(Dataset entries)
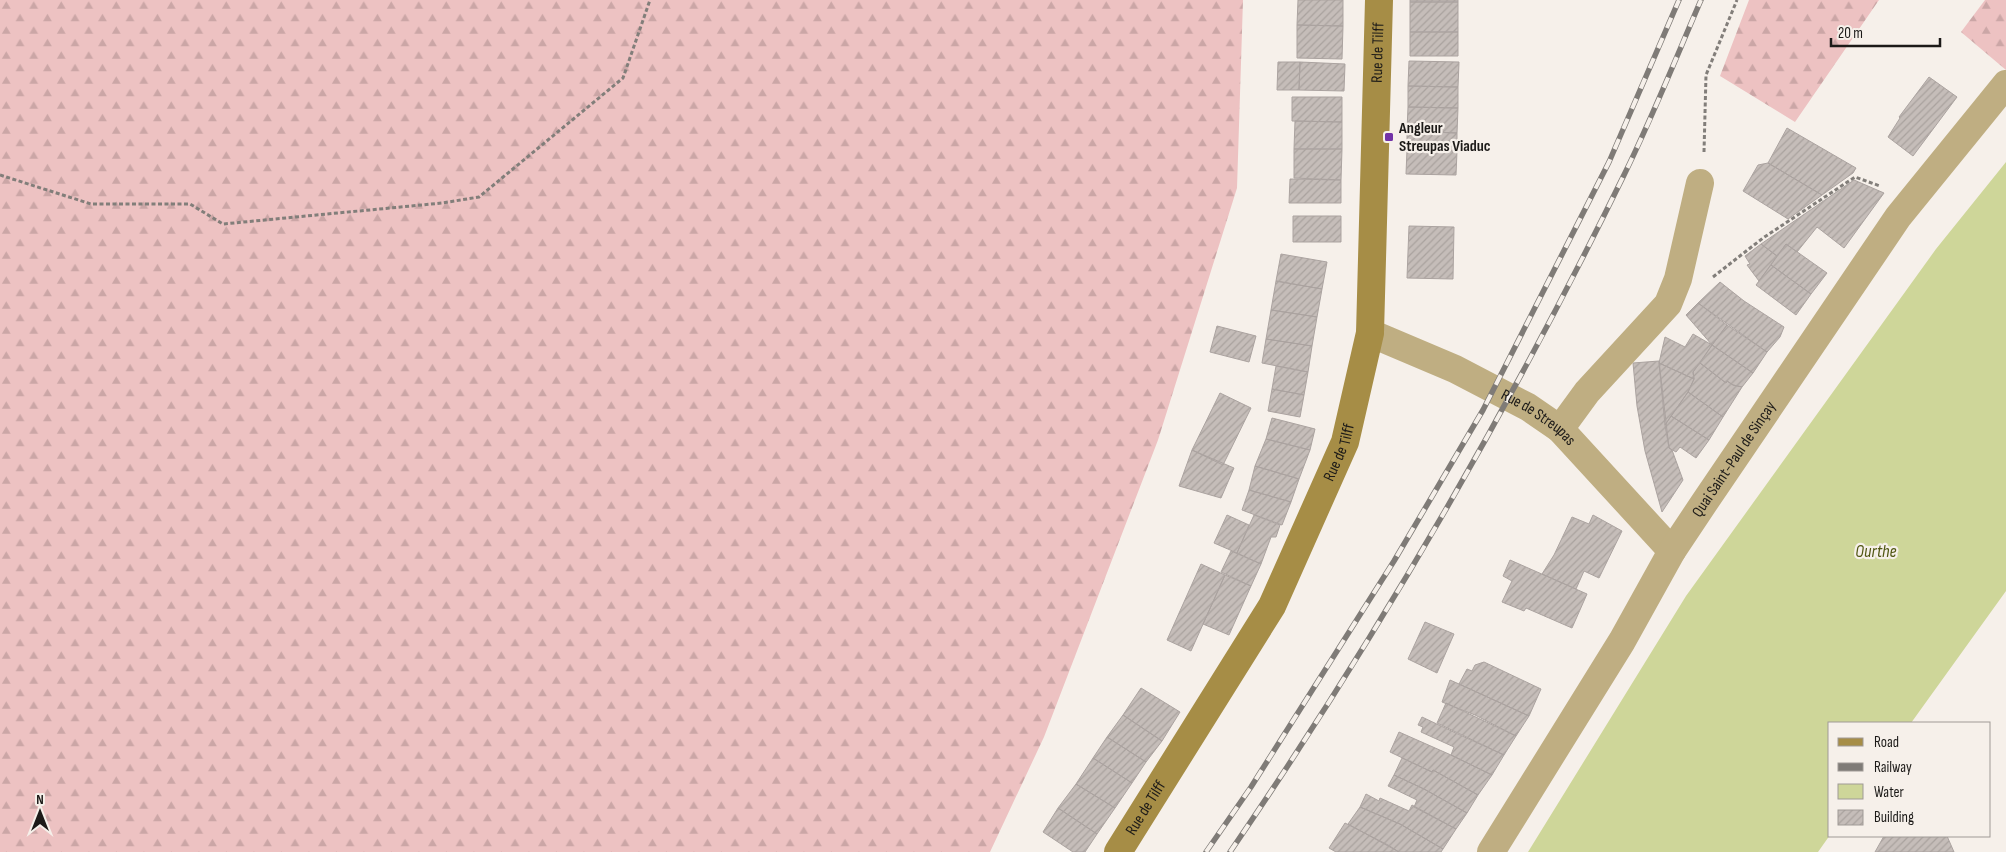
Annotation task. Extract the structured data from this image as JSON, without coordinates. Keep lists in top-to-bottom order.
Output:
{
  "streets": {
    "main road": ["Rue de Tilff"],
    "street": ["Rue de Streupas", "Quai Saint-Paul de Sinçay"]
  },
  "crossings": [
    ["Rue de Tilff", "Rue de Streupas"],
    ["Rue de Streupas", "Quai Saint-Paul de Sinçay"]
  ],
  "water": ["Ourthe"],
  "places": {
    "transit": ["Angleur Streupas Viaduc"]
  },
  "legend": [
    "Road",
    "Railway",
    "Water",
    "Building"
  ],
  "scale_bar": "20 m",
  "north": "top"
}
--
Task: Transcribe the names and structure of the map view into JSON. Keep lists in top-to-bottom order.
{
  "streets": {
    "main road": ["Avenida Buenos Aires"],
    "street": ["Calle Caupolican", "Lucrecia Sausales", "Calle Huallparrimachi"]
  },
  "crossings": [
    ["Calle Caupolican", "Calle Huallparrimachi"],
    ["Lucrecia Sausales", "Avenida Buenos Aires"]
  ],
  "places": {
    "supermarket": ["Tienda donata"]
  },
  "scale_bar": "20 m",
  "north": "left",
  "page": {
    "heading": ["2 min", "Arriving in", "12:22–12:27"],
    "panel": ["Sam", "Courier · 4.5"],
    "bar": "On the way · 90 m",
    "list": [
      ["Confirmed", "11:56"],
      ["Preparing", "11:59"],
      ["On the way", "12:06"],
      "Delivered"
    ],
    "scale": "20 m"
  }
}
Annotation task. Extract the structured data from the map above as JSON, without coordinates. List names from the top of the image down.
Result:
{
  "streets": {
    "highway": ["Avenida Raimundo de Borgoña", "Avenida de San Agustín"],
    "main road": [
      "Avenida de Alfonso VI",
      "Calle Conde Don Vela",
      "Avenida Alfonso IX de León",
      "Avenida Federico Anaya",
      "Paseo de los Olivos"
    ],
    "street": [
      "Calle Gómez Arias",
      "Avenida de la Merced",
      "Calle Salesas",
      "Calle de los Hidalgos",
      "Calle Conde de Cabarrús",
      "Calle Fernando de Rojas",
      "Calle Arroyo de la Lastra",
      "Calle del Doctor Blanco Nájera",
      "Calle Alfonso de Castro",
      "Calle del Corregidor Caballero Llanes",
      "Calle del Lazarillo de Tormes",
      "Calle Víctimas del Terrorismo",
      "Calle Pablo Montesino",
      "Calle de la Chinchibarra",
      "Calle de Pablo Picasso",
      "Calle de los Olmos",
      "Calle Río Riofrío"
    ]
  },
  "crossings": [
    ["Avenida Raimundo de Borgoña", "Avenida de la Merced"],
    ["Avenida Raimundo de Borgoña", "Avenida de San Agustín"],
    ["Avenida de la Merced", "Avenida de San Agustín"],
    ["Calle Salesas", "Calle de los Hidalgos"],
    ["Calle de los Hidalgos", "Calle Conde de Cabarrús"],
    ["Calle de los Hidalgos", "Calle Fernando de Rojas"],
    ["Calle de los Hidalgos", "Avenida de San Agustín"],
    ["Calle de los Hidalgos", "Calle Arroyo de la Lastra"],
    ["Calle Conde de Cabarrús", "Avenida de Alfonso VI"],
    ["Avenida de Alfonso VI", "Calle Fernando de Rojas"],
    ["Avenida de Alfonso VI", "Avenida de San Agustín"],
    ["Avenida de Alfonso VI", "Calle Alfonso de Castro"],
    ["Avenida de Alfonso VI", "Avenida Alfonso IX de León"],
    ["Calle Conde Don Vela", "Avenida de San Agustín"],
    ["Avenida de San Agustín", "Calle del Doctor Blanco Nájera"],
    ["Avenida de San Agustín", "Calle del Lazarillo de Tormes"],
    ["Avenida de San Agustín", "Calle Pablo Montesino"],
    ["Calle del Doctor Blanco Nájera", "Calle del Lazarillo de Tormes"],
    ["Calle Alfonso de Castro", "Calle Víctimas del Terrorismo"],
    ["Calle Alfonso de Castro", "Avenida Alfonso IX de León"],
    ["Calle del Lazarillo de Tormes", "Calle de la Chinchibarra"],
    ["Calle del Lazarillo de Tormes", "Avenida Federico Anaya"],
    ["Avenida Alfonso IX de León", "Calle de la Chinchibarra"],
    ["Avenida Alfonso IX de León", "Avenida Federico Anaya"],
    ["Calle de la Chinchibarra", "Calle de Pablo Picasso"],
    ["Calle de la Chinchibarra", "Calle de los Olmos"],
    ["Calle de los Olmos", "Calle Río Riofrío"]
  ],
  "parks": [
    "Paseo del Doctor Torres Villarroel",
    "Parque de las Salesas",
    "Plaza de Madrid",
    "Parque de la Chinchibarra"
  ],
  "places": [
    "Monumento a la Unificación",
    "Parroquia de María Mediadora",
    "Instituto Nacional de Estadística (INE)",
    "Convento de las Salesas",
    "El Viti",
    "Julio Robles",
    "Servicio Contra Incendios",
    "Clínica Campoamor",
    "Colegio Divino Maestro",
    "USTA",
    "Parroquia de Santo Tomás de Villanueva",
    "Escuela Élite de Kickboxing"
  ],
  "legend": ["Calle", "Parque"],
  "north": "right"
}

AIM OF THE TASK: Tally the lines in the records above that contain the word "without", and give only that number.

RESPONSE AREA: 2